Elsewhere, the Brazilian adventurers besieged Empresa, which capitulated on 15 October. Other battles, almost all won by the forces of Plácido, occurred in Bom Destino, Santa Rosa, and other coastal cities. On January 15, 1903, the Brazilian force attacked and captured some positions out of Puerto Alonso. The Independence, anchored upriver, was charged with thirty tons of high-quality rubber and focused on the passage by the Bolivian batteries to bring the river rubber down, which could be sold. The Plácido forces used the money to buy weapons and ammunition. On January 24, the Bolivians in Puerto Alonso surrendered to the rebels, who had taken the entire region. Three days later, on January 27, the Third Republic of Acre was proclaimed, now with the support of President Rodrigues Alves and his Foreign Minister, the Baron of Rio Branco, who ordered the Acre occupation and established a military government under the command of General Olimpio da Silveira.

The besieging force advanced towards the place where the rivers Chipamanu (also called Manuripe) and Tahuamanu meet to form the Rio Orton. Soon, a Bolivian force under General Jose Manuel Pando, the Bolivian President, took the opposite bank. However, before it did any significant combat, as a result of the excellent work of diplomacy by the Baron of Rio Branco, the governments of Brazil and Bolivia signed a preliminary treaty on March 21, 1903, finally ratifying the Treaty of Petrópolis on November 11, 1903.

By said treaty Bolivia gave up Acre in exchange for Brazilian territory from the State of Mato Grosso, the payment of 2 million pounds (~ 640 million réis) and the promise to construct the Madeira-Mamoré Railroad; linking the Mamoré River and the Madeira River to allow the flow of regional production, particularly rubber. Joaquim Francisco de Assis Brazil actively participated in the negotiations with Bolivia, representing the Brazilian government in its signature. The Bolivian Syndicate was compensated with 110,000 pounds (~ $35 million réis). The taxes collected from Brazilian Acre financed the damages and the loan for constructing the railway over 30 years.

The first of Placido Castro's decrees took place on January 26, 1903, applying Brazilian law until the enactment of a state constitution. It is considered valid for all land titles issued by Bolivia or the state of Amazonas, defines the Portuguese language as official, and adopts the Brazilian monetary standard.

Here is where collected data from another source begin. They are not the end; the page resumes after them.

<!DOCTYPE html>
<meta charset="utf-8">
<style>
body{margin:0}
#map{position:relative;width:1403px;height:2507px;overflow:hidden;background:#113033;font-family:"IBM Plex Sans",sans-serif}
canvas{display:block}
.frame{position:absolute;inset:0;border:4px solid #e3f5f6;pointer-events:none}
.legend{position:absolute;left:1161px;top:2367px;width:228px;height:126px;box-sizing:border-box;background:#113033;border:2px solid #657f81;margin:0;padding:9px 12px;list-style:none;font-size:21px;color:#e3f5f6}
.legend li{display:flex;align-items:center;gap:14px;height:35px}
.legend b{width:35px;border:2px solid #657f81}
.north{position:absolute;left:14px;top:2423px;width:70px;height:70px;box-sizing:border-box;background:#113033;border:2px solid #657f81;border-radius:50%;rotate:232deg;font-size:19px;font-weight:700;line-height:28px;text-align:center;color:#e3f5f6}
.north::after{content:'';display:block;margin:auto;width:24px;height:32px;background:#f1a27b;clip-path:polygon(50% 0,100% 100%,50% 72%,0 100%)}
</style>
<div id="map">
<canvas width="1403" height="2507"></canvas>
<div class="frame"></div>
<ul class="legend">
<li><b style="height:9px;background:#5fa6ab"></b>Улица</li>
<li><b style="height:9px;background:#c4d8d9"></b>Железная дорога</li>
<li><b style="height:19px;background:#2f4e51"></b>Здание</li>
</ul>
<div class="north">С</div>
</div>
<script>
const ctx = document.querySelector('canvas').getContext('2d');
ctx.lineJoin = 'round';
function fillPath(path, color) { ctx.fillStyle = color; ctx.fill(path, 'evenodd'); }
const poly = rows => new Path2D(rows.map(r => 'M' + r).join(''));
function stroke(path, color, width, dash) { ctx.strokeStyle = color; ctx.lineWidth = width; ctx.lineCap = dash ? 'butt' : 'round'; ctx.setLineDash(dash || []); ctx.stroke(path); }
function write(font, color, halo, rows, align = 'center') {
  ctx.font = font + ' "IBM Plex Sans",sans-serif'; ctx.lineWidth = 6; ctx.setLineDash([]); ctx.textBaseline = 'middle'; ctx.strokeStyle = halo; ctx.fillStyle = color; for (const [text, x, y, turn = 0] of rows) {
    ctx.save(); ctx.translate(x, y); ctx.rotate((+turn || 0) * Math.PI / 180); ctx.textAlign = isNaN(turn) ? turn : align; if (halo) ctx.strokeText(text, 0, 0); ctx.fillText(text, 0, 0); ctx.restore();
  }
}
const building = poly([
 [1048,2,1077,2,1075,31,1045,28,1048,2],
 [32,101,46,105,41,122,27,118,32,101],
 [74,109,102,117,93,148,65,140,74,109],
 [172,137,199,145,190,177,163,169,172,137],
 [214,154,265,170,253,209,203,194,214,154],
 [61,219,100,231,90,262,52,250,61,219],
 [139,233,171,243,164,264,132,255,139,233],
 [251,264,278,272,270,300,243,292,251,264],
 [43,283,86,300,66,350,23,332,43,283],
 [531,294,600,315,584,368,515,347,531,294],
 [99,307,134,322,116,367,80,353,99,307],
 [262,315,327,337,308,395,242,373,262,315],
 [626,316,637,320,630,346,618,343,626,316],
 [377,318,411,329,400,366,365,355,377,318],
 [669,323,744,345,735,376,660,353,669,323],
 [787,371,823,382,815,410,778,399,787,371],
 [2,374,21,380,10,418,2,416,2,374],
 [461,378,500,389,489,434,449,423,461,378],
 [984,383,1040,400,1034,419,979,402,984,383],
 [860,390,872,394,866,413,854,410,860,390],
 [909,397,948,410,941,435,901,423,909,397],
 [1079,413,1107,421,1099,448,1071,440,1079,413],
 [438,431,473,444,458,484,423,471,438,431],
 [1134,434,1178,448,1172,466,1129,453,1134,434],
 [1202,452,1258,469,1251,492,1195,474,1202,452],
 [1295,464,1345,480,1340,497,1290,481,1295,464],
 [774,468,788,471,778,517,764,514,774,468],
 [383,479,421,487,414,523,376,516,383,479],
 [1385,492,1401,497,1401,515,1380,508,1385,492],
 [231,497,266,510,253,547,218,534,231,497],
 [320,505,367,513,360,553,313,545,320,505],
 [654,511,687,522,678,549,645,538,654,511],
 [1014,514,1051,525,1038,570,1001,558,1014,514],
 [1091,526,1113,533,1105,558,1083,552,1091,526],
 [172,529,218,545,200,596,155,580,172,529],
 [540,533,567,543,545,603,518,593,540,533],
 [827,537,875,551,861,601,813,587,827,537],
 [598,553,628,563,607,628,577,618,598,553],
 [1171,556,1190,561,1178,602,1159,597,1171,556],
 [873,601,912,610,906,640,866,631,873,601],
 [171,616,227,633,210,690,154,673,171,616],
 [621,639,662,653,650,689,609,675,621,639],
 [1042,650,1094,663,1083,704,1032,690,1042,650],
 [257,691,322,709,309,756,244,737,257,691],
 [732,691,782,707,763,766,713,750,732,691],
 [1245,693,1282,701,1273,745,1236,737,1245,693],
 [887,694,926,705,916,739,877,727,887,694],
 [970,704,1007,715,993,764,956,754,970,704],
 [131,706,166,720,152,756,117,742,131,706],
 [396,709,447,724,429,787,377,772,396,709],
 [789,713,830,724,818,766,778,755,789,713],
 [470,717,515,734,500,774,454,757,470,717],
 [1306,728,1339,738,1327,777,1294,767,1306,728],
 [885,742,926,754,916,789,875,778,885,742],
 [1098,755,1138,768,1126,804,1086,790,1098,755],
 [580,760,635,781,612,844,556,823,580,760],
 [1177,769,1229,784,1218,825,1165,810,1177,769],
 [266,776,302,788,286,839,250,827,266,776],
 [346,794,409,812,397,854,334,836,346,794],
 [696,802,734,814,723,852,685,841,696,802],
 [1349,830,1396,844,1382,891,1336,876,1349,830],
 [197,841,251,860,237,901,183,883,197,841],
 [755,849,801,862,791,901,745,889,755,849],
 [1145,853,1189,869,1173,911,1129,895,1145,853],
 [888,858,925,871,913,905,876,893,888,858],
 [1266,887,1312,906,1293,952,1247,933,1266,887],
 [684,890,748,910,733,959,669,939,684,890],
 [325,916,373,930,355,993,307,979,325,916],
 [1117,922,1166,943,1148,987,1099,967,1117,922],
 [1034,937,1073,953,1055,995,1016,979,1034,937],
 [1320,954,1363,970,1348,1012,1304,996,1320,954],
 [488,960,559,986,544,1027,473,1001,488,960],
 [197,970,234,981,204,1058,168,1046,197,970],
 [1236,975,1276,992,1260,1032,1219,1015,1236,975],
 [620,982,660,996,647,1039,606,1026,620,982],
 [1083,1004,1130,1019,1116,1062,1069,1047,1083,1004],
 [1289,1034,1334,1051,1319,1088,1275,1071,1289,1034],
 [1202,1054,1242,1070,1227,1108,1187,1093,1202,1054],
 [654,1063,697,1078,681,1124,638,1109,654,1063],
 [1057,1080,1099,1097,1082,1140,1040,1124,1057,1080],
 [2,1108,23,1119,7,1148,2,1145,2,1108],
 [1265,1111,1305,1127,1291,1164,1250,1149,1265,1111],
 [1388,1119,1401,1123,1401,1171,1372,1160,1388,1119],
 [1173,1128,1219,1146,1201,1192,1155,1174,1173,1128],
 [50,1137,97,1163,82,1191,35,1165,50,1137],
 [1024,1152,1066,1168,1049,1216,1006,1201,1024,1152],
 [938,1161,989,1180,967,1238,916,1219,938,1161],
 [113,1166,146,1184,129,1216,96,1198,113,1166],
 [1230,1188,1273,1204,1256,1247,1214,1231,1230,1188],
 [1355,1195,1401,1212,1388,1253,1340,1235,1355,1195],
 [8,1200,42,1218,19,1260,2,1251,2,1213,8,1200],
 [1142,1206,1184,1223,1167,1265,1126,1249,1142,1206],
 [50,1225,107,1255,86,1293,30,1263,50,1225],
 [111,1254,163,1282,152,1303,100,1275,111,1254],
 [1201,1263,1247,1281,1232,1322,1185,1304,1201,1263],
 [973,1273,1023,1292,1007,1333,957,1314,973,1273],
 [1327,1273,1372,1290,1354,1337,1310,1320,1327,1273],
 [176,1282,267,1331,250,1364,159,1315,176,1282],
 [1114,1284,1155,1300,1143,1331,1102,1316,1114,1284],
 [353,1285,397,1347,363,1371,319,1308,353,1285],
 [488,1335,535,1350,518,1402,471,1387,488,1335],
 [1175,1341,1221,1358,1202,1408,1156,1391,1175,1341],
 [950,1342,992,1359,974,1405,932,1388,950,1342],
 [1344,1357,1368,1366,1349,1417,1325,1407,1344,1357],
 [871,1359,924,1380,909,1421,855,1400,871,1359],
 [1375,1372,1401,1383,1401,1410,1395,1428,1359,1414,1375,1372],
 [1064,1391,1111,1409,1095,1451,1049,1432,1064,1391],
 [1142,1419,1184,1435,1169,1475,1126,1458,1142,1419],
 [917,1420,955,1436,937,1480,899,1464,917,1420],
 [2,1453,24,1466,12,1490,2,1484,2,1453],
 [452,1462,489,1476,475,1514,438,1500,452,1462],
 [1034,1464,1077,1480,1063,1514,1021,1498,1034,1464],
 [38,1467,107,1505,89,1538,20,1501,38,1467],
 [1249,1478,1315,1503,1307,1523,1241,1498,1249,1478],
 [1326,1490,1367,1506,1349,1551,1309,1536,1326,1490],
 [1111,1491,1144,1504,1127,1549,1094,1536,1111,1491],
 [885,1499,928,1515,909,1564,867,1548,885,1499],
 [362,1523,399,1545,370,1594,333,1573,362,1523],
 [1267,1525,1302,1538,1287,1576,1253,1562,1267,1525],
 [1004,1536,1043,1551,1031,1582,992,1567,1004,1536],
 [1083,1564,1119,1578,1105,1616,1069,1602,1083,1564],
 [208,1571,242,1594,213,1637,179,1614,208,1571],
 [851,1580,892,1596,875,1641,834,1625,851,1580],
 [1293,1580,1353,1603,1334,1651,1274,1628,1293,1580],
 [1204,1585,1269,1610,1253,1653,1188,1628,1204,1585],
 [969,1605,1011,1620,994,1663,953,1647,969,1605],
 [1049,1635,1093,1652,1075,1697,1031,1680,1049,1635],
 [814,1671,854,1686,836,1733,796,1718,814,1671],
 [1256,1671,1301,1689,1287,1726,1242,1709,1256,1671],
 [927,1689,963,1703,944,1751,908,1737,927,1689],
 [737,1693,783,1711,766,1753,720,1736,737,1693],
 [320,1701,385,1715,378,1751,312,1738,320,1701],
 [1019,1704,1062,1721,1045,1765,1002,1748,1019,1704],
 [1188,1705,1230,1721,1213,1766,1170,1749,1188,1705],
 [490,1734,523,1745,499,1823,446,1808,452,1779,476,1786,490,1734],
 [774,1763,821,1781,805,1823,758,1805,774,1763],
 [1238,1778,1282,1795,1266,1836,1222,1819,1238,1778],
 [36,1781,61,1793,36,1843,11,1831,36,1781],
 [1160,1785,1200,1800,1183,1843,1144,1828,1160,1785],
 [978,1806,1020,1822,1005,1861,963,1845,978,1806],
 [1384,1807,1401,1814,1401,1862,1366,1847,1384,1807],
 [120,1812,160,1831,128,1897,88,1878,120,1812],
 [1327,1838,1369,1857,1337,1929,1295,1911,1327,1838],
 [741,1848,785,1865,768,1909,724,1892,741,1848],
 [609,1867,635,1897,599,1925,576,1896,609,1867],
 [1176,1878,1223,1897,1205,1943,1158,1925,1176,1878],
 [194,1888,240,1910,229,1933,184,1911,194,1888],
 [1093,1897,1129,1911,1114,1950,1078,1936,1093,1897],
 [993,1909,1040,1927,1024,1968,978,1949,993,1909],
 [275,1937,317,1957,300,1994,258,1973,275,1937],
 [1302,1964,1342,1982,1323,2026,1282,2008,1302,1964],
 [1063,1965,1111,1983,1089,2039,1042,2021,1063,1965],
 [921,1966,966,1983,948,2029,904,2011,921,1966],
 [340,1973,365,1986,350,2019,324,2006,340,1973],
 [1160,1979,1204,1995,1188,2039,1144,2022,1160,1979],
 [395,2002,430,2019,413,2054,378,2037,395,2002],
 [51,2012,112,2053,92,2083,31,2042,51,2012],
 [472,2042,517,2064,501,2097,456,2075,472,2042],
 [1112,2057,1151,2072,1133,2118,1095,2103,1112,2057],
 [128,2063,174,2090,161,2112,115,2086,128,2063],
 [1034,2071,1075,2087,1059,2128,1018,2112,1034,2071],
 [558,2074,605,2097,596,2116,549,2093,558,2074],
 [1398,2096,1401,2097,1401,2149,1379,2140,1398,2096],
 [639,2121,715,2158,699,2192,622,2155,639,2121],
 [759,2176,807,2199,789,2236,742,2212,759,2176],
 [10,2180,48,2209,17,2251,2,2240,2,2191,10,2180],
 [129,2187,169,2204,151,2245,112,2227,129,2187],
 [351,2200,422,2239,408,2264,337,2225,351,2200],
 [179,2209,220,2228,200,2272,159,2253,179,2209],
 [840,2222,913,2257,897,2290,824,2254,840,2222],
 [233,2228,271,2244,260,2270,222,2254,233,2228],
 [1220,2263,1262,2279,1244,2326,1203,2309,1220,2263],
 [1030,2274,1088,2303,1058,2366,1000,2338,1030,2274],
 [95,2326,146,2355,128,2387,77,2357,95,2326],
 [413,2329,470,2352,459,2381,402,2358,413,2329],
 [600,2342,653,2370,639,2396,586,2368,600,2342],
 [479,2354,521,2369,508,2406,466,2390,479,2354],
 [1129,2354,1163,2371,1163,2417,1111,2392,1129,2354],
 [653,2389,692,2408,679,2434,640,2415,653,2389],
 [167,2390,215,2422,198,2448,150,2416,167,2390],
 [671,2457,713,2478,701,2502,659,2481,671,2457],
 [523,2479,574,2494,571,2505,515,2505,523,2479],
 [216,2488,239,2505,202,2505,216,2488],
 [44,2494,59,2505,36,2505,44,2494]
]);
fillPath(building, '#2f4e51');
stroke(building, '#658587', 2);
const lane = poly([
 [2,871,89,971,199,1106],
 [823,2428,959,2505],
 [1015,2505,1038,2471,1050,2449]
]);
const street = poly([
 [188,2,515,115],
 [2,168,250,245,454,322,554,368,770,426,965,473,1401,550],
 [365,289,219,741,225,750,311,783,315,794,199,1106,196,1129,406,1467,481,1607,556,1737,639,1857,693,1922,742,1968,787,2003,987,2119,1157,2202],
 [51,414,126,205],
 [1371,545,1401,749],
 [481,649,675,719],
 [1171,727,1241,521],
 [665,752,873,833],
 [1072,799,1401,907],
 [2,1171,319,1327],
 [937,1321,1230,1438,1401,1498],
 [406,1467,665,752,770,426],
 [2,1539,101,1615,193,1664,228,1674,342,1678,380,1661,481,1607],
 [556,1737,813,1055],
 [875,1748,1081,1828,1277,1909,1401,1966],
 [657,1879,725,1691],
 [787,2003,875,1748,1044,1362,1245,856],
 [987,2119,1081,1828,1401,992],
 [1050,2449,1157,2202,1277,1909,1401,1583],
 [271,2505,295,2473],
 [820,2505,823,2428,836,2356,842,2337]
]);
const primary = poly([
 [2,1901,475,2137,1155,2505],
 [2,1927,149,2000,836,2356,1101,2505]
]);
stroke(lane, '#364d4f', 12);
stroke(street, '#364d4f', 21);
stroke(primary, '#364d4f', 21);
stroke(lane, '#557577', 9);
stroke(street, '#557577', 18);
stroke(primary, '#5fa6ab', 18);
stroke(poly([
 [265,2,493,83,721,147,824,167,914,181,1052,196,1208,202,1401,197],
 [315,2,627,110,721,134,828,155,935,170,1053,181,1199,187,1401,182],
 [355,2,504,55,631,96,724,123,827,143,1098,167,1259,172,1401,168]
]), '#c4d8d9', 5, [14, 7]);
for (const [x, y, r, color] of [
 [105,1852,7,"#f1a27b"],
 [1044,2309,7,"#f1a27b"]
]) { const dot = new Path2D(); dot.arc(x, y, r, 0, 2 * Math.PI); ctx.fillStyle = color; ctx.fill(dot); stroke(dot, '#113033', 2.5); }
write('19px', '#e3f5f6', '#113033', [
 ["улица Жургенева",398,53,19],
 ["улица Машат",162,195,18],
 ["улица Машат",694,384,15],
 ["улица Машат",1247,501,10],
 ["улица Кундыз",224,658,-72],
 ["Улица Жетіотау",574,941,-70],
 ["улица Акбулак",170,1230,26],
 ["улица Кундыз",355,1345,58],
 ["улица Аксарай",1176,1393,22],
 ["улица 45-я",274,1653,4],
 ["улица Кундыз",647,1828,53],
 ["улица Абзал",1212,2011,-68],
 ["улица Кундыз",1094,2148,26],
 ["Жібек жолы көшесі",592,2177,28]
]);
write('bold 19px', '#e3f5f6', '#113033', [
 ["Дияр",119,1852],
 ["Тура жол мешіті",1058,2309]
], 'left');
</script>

The Treaty of Petrópolis, signed in 1903 by the Baron of Rio Branco and Assis Brazil, was approved by Brazilian federal law on February 25, 1904, and regulated by a presidential decree of April 7, 1904, incorporating Acre as part of Brazil. Placido de Castro, who died on August 11, 1908, was the first president of the Acre Territory. Castro, the Baron of Rio Branco and Assis Brazil became namesakes of the state capital (Rio Branco) and two counties (Assis Brazil and Plácido de Castro).

The Acrean Revolution demonstrated Brazil's advantage over its neighbors because of its downstream location. The rivers that run almost the entire continent are born in the Andes and flow into the Atlantic Ocean. Brazil could send reinforcements to the disputed area by the rivers, while the Bolivians had to cross the Andes.

Rubber barons, particularly Nicolás Suárez Callaú, fully funded the Bolivian effort. For the second time, Bolivia lost sparsely populated territory in its periphery to a militarily stronger and more centralized neighbor (the first was in the War of the Pacific).

== Treaty of Petrópolis ==

In 1867, the "Treaty of Peace and Friendship", or the Ayacucho Bolivia Treaty, had yielded 164,242 square kilometers of area, which Brazil annexed to the then-province and present state of Amazonas. The Treaty of Petrópolis is a peace treaty signed between Bolivia and Brazil in the Brazilian city of Petrópolis on November 17, 1903. Bolivia yielded an approximate area of 191,000 square kilometers, which mainly corresponds to the current state of Acre, Brazil.